Stored data
============================================================
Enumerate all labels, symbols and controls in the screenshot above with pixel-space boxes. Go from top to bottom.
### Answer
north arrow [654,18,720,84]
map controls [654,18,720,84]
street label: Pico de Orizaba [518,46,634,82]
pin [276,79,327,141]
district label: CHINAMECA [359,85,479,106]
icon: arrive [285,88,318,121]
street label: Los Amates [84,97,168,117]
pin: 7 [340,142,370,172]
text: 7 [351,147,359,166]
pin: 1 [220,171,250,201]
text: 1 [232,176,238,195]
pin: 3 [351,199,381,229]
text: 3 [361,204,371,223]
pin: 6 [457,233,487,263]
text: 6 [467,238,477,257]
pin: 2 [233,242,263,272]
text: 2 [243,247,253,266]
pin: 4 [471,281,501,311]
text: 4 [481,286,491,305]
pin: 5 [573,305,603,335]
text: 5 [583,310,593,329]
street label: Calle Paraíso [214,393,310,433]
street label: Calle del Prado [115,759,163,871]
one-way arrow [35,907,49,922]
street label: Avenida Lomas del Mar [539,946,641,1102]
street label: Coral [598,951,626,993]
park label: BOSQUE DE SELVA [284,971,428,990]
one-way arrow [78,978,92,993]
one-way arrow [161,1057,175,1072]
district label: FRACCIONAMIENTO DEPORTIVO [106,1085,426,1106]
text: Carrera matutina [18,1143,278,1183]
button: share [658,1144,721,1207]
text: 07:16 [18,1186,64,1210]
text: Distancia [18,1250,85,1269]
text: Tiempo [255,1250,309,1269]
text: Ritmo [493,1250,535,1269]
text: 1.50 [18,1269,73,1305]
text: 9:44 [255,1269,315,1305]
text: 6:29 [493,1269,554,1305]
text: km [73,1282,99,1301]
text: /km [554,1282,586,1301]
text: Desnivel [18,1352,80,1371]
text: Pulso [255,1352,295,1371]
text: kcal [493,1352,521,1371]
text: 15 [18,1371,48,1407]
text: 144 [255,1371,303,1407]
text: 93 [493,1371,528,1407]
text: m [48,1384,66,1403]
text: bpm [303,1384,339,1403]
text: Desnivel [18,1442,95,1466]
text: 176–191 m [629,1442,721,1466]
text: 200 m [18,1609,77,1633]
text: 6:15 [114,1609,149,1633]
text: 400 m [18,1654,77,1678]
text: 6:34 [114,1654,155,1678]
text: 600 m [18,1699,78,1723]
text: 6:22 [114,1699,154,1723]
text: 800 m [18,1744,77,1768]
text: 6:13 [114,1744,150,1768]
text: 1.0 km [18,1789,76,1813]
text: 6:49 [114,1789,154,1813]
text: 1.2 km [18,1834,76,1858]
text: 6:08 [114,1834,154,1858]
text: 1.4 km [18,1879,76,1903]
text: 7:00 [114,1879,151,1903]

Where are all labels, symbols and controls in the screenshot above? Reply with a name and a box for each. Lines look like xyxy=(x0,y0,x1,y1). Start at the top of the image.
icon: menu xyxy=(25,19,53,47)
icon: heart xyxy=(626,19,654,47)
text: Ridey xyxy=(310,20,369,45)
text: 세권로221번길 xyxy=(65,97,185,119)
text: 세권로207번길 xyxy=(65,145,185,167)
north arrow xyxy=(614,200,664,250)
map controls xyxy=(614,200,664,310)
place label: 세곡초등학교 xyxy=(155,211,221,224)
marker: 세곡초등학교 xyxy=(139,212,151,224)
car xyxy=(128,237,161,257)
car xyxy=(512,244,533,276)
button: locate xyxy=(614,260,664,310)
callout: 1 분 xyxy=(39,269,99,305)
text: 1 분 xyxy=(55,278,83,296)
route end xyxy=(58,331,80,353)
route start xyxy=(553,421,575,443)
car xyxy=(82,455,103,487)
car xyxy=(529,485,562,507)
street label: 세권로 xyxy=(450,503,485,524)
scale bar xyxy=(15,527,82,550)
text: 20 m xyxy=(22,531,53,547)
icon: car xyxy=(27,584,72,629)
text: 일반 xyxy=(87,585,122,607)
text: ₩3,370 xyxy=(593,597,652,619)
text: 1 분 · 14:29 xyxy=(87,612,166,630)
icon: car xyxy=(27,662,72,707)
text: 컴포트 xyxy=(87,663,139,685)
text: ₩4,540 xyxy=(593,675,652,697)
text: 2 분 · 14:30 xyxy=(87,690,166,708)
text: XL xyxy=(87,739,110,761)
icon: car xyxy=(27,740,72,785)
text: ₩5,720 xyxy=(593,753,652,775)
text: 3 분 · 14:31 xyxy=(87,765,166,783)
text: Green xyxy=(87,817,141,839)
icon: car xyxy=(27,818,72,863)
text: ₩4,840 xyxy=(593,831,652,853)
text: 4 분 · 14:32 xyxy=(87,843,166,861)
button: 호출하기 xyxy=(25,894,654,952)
============================================================
» **EXERCISE GOAL**
Every record, from the first to the last, should be transcribed exactly.

» **SOLUTION TO THE EXERCISE**
Enumerate all labels, symbols and controls in the screenshot above with pixel-space boxes. Go from top to bottom.
### Answer
north arrow [654,18,720,84]
map controls [654,18,720,84]
street label: Pico de Orizaba [518,46,634,82]
pin [276,79,327,141]
district label: CHINAMECA [359,85,479,106]
icon: arrive [285,88,318,121]
street label: Los Amates [84,97,168,117]
pin: 7 [340,142,370,172]
text: 7 [351,147,359,166]
pin: 1 [220,171,250,201]
text: 1 [232,176,238,195]
pin: 3 [351,199,381,229]
text: 3 [361,204,371,223]
pin: 6 [457,233,487,263]
text: 6 [467,238,477,257]
pin: 2 [233,242,263,272]
text: 2 [243,247,253,266]
pin: 4 [471,281,501,311]
text: 4 [481,286,491,305]
pin: 5 [573,305,603,335]
text: 5 [583,310,593,329]
street label: Calle Paraíso [214,393,310,433]
street label: Calle del Prado [115,759,163,871]
one-way arrow [35,907,49,922]
street label: Avenida Lomas del Mar [539,946,641,1102]
street label: Coral [598,951,626,993]
park label: BOSQUE DE SELVA [284,971,428,990]
one-way arrow [78,978,92,993]
one-way arrow [161,1057,175,1072]
district label: FRACCIONAMIENTO DEPORTIVO [106,1085,426,1106]
text: Carrera matutina [18,1143,278,1183]
button: share [658,1144,721,1207]
text: 07:16 [18,1186,64,1210]
text: Distancia [18,1250,85,1269]
text: Tiempo [255,1250,309,1269]
text: Ritmo [493,1250,535,1269]
text: 1.50 [18,1269,73,1305]
text: 9:44 [255,1269,315,1305]
text: 6:29 [493,1269,554,1305]
text: km [73,1282,99,1301]
text: /km [554,1282,586,1301]
text: Desnivel [18,1352,80,1371]
text: Pulso [255,1352,295,1371]
text: kcal [493,1352,521,1371]
text: 15 [18,1371,48,1407]
text: 144 [255,1371,303,1407]
text: 93 [493,1371,528,1407]
text: m [48,1384,66,1403]
text: bpm [303,1384,339,1403]
text: Desnivel [18,1442,95,1466]
text: 176–191 m [629,1442,721,1466]
text: 200 m [18,1609,77,1633]
text: 6:15 [114,1609,149,1633]
text: 400 m [18,1654,77,1678]
text: 6:34 [114,1654,155,1678]
text: 600 m [18,1699,78,1723]
text: 6:22 [114,1699,154,1723]
text: 800 m [18,1744,77,1768]
text: 6:13 [114,1744,150,1768]
text: 1.0 km [18,1789,76,1813]
text: 6:49 [114,1789,154,1813]
text: 1.2 km [18,1834,76,1858]
text: 6:08 [114,1834,154,1858]
text: 1.4 km [18,1879,76,1903]
text: 7:00 [114,1879,151,1903]

Where are all labels, symbols and controls in the screenshot above? Reply with a name and a box for each. Lines look like xyxy=(x0,y0,x1,y1). Start at the top of the image.
icon: menu xyxy=(25,19,53,47)
icon: heart xyxy=(626,19,654,47)
text: Ridey xyxy=(310,20,369,45)
text: 세권로221번길 xyxy=(65,97,185,119)
text: 세권로207번길 xyxy=(65,145,185,167)
north arrow xyxy=(614,200,664,250)
map controls xyxy=(614,200,664,310)
place label: 세곡초등학교 xyxy=(155,211,221,224)
marker: 세곡초등학교 xyxy=(139,212,151,224)
car xyxy=(128,237,161,257)
car xyxy=(512,244,533,276)
button: locate xyxy=(614,260,664,310)
callout: 1 분 xyxy=(39,269,99,305)
text: 1 분 xyxy=(55,278,83,296)
route end xyxy=(58,331,80,353)
route start xyxy=(553,421,575,443)
car xyxy=(82,455,103,487)
car xyxy=(529,485,562,507)
street label: 세권로 xyxy=(450,503,485,524)
scale bar xyxy=(15,527,82,550)
text: 20 m xyxy=(22,531,53,547)
icon: car xyxy=(27,584,72,629)
text: 일반 xyxy=(87,585,122,607)
text: ₩3,370 xyxy=(593,597,652,619)
text: 1 분 · 14:29 xyxy=(87,612,166,630)
icon: car xyxy=(27,662,72,707)
text: 컴포트 xyxy=(87,663,139,685)
text: ₩4,540 xyxy=(593,675,652,697)
text: 2 분 · 14:30 xyxy=(87,690,166,708)
text: XL xyxy=(87,739,110,761)
icon: car xyxy=(27,740,72,785)
text: ₩5,720 xyxy=(593,753,652,775)
text: 3 분 · 14:31 xyxy=(87,765,166,783)
text: Green xyxy=(87,817,141,839)
icon: car xyxy=(27,818,72,863)
text: ₩4,840 xyxy=(593,831,652,853)
text: 4 분 · 14:32 xyxy=(87,843,166,861)
button: 호출하기 xyxy=(25,894,654,952)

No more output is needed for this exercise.